Instructions for the task: Find the string "lines" in the listing below and return each line it appears in.

Raw data:

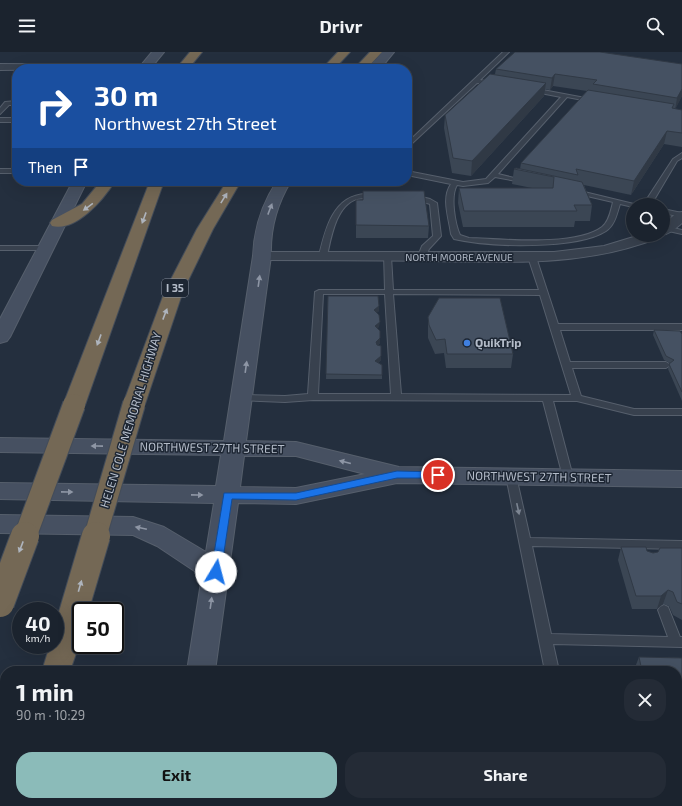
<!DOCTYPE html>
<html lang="en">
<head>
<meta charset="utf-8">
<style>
  body { margin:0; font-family:"Exo 2",sans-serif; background:#242b36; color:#f1f3f6; height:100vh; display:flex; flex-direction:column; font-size:15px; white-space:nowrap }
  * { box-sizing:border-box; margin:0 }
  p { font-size:13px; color:#a0a4aa }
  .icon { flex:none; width:22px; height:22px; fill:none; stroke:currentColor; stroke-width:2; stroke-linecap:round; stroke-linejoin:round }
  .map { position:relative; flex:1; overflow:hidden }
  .drawer { position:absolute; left:0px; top:614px; width:682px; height:140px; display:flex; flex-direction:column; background:#1b232e; border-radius:16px 16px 0 0; box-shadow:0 4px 16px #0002,0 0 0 1px #39404a }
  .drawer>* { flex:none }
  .hud { position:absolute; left:12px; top:12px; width:400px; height:122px; border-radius:16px; box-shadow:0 4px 16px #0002,0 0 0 1px #39404a; background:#1a4fa0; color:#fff; overflow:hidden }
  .buttons { position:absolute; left:626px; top:146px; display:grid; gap:8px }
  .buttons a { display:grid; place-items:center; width:44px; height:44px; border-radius:50%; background:#1b232e; box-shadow:0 4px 16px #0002,0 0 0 1px #39404a; font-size:20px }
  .speed { position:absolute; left:12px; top:550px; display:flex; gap:8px; font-size:20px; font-weight:700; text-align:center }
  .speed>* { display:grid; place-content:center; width:52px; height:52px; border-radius:50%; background:#1b232e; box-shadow:0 4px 16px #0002,0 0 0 1px #39404a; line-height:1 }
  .speed small { font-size:10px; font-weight:400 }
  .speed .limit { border:2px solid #111; border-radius:6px; background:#fff; color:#111 }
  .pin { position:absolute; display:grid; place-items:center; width:34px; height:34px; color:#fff; margin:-17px; border:2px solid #fff; border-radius:50%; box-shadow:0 1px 4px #0007 }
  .me { position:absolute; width:44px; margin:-22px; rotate:8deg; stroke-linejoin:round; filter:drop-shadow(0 0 3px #0008) }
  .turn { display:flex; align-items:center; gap:14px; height:84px; padding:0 16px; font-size:18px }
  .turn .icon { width:52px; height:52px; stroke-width:2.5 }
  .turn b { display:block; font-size:28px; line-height:34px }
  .then { display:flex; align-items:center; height:38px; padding:0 16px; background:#0003; gap:8px; font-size:15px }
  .round { display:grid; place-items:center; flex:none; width:42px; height:42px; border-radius:16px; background:#242b36 }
  .overview { display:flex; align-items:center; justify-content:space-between; height:68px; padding:0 16px }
  h1 { font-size:24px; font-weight:700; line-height:30px }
  .cta { display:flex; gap:8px; margin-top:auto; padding:8px 16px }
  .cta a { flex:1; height:46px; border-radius:16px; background:#8bbbb9; color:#111; font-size:16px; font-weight:700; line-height:46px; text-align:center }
  .cta a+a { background:#242b36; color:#f1f3f6 }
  header { display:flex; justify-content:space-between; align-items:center; height:52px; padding:0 16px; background:#1b232e; font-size:18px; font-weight:700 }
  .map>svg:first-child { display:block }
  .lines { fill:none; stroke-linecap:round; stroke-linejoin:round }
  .lane-casing { stroke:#565f6c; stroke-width:2 }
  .street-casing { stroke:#565f6c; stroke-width:2 }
  .secondary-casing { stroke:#565f6c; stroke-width:2 }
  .highway-casing { stroke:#434c59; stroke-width:2 }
  .lane { fill:#38414e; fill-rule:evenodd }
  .street { fill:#38414e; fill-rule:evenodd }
  .secondary { fill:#465061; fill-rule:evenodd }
  .highway { fill:#746855; fill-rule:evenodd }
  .highway-bridge-far1-casing { stroke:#434c59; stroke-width:24; stroke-linecap:butt }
  .highway-bridge-casing { stroke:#434c59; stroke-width:30; stroke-linecap:butt }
  .highway-bridge-far1 { stroke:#746855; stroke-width:22 }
  .highway-bridge { stroke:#746855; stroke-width:28 }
  .wall { fill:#3b4654 }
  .shaded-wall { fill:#303945 }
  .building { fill:#455162; stroke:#303945 }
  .oneway { fill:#aeb4bd }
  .oneway2 { fill:#8e96a5 }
  .oneway3 { fill:#7c8592 }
  .route { fill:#1a73e8; stroke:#114b97 }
  .shop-dot { fill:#3f7fe0; stroke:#1d2633; stroke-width:1.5 }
  .labels { text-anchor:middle; stroke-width:3; stroke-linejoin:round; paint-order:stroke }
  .far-street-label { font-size:10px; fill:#b4bcc9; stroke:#1d2633 }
  .shield { fill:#1d2633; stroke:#878f9c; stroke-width:1 }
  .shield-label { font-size:11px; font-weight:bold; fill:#b4bcc9 }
  .poi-label { font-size:12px; font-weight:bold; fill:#b4bcc9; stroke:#1d2633; text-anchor:start }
  .street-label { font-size:12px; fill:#b4bcc9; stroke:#1d2633 }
</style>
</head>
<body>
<header><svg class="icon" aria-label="menu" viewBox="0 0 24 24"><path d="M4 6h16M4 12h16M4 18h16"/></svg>Drivr<svg class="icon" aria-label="search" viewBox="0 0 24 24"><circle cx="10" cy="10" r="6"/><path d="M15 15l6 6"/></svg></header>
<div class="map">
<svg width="682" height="754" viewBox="0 0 682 754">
  <rect width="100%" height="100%" fill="#242f3e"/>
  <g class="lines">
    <g class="lane-casing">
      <path id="lane" d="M503 0H509L480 28 497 31V33L477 31 407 96V91Z
        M532 36 596 48 593 50 567 45 498 122 527 129V131L495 125 488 131 463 134 457 133C450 144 455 172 460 183L469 186C502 187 575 195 602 175 609 170 611 158 613 150L574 141 573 140 576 138 638 153H633V155L620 152C617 161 615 173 606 179 577 198 488 195 454 187L451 182C449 166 441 146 451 132L407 123V119L463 130 486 127 561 45 530 39 529 38Z
        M17 49V53H9L0 62V56L5 50Z
        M0 66H17V70H0Z
        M682 101V106L677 109 651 153H643L673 107Z
        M0 117H17V121H0Z
        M366 142H375L378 144C373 148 364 145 357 147 336 153 331 186 327 204L323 206H320L319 204C325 178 333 143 366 142Z
        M413 143 430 147 437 151 441 184 429 197 425 206H422L418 204 422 194 433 184 430 152 411 146 410 145Z
        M663 157 682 161V165L663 161Z
        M664 174 682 178V182L664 178Z
        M0 194H46L50 196 46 198H0Z
        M384 202H387L391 204 393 238H539L528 205 532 203 536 205 558 272H682V278H560L570 310H666L671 313 666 316H572L581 344 634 357H682V363H634L577 349H553L573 425 568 429 563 425 543 349 313 348 285 350 238 348 236 346 241 343 285 344 308 342 315 240 319 238H385ZM323 242H385L391 342H318ZM393 242 540 243 571 343 401 342Z
        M511 420 516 424 530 486 682 489V497L532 494 551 582 668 585 658 558 660 555 664 553 668 555 680 585H682V595L553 592 559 619H545L506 424Z
        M677 740H682V754L672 752 670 749H677Z
        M642 749H656L657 754H643Z"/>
    </g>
    <g class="street-casing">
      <path id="street" d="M0 12 145 13 150 16 0 18Z
        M682 160V171C676 176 670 182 662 183L663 172 677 161Z
        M640 183H660L658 186C584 215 509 210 431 209 375 208 318 208 262 208L257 207 255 204 257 201 262 200H554L604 194Z"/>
    </g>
    <g class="secondary-casing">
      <path id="secondary" d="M152 0H164L150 17H138Z
        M382 0H394L380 17H368Z
        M73 129H87L10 285 7 289 0 291V267Z
        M277 129H291C277 152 270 177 271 204L246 389 296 390 399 415 682 419V435L397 431 296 452 238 451 215 619H187L202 524 157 494 133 483 0 481V463L133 465 164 475 206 500 214 451 0 447V431L216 434 221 403 0 400V386L224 389 253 204C254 176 262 152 277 129ZM244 404H296L365 422 296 436 240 435Z
        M166 749H198V754H166Z"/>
    </g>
    <g class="highway-casing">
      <path id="highway" d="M190 0H202L188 17H176Z
        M338 0H350L334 17H322Z
        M370 0H382L366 17H354Z
        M101 129H115C104 147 76 180 52 174L50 171 52 168 82 152Z
        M150 129H164L85 353 82 358 74 359 66 358 63 353Z
        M227 129H241L213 177 183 239 145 352 142 357 134 358 126 357 123 352 165 239 197 177Z
        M70 561 80 564C86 580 75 603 70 619H42L50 593H55V576L60 564Z
        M5 741V749H34L33 754H1Z"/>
    </g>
    <use href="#lane" class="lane"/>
    <use href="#street" class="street"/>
    <use href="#secondary" class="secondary"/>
    <use href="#highway" class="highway"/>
    <g class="highway-bridge-far1-casing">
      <path id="highway-bridge-far1" d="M25 485 74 353
        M95 485 134 352"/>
    </g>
    <g class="highway-bridge-casing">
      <path id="highway-bridge" d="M0 551 25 484
        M70 572 96 484"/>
    </g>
    <use href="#highway-bridge-far1" class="highway-bridge-far1"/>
    <use href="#highway-bridge" class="highway-bridge"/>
  </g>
  <path class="wall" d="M682 12V44L675 57 682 58V95L664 92 631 143 584 133 592 153 590 169H575L574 175H463L458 151 459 136H532L512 132 514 117H520L521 111 587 39 553 34 550 38 545 37 544 44 471 124 452 121 444 76 445 63 495 22 496 17Z
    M356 148 429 174 428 186H356Z
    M328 244 379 254V259L376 261 379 275 377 276 380 286V291L378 293 381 308 378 311 382 323V327H326Z
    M428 265 513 302 511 316H446L444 301 435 302 428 286Z
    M654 278 682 282V349L668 317 670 311 664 308 653 283Z
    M621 495 647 499 653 501 682 496V568L673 563 669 554 663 552 657 557H632L618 508Z
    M639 605 682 606V721H677V619H635L634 618Z"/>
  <path class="shaded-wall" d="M555 22 553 34 550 38 552 26Z
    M546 31 544 44 471 124 472 109Z
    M682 37V44L675 58 677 46Z
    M667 79 664 92 631 143 634 129Z
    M379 254V259L374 263V258Z
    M380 270 379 275 374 279 375 274Z
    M380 286V291L376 295V290Z
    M381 304V308L375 314V309Z
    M668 538 663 552 657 557 661 544Z"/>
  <path class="building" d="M515 0H600L682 12V37L677 46 593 32 597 28 555 22 552 26 496 17Z
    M490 22 546 31 472 109 453 106 445 63Z
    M588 38 674 52 672 56 682 58V81L667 79 634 129 576 117 578 123 521 111Z
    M516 116 582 130 592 153H574L577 159H464L459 136H553L554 125 514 117Z
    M363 139H424L429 174 356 173V148H363Z
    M328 244H378L379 254 374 258 379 263 380 270 375 274 380 279V286L376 290 377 293 381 294V304L375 309 382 313V323L326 322Z
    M439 246H500L513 302H447L445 287 436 288 429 273 428 265Z
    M654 278 680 279 682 282V340L669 312 674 308 666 304Z
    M621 495H646L647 499 653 501 658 500 660 496H682V552L677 550 673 540 668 538 661 544H636Z
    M639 605 682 606V708H677V619H642Z"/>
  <defs><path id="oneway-solid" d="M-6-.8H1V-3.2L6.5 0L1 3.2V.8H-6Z"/></defs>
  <g class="oneway">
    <use href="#oneway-solid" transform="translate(224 146) rotate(-58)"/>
    <use href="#oneway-solid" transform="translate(88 155) rotate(144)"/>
    <use href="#oneway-solid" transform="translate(144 166) rotate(110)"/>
    <use href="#oneway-solid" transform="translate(165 262) rotate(-69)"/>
    <use href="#oneway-solid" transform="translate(99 288) rotate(110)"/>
    <use href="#oneway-solid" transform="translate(21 495) rotate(111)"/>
    <use href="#oneway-solid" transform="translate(80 534) rotate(-74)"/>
  </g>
  <g class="oneway2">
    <use href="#oneway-solid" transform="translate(270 157) rotate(-69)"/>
    <use href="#oneway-solid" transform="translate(259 229) rotate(-82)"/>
    <use href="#oneway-solid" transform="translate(246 315) rotate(-82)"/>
    <use href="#oneway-solid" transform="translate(97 394) rotate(-179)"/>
    <use href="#oneway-solid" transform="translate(345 410) rotate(-166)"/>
    <use href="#oneway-solid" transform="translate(67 440) rotate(1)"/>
    <use href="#oneway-solid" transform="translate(197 443) rotate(1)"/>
    <use href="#oneway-solid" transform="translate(141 476) rotate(-168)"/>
    <use href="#oneway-solid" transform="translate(211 551) rotate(-82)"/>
  </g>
  <use class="oneway3" href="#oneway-solid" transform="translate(518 457) rotate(78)"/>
  <path class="route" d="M397 419 438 420 443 423 438 426H397L296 448 232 447 221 520 216 524 211 520 224 441H296Z"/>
  <circle class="shop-dot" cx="467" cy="291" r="4"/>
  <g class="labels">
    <g class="far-street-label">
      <text x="459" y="209">NORTH MOORE AVENUE</text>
    </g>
    <rect class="shield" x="162" y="227" width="26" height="18" rx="3"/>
    <g class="shield-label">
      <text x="175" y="240">I 35</text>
    </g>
    <g class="poi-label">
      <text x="475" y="295">QuikTrip</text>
    </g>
    <g class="street-label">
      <text transform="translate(131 368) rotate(-73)" y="4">HELEN COLE MEMORIAL HIGHWAY</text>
      <text transform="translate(212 396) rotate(1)" y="4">NORTHWEST 27TH STREET</text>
      <text transform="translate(539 425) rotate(1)" y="4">NORTHWEST 27TH STREET</text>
    </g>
  </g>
</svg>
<div class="buttons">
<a><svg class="icon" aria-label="search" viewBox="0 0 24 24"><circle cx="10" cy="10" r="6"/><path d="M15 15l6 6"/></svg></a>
</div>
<div class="speed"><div>40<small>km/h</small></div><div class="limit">50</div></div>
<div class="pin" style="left:438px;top:423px;background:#d93025"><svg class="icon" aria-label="arrive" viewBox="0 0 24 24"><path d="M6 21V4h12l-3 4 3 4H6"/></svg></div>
<svg class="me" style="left:216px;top:520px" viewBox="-20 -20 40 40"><circle r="19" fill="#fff"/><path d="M0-13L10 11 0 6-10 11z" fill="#1a73e8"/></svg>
<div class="hud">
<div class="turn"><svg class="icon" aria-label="right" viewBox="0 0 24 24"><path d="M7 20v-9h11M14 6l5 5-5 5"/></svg><div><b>30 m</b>Northwest 27th Street</div></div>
<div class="then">Then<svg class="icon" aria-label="arrive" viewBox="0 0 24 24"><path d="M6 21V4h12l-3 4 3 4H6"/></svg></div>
</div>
<section class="drawer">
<div class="overview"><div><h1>1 min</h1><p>90 m · 10:29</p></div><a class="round"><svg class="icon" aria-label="close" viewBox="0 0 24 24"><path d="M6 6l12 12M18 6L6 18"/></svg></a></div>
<div class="cta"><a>Exit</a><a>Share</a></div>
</section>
</div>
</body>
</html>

Worked solution:
  .lines { fill:none; stroke-linecap:round; stroke-linejoin:round }
  <g class="lines">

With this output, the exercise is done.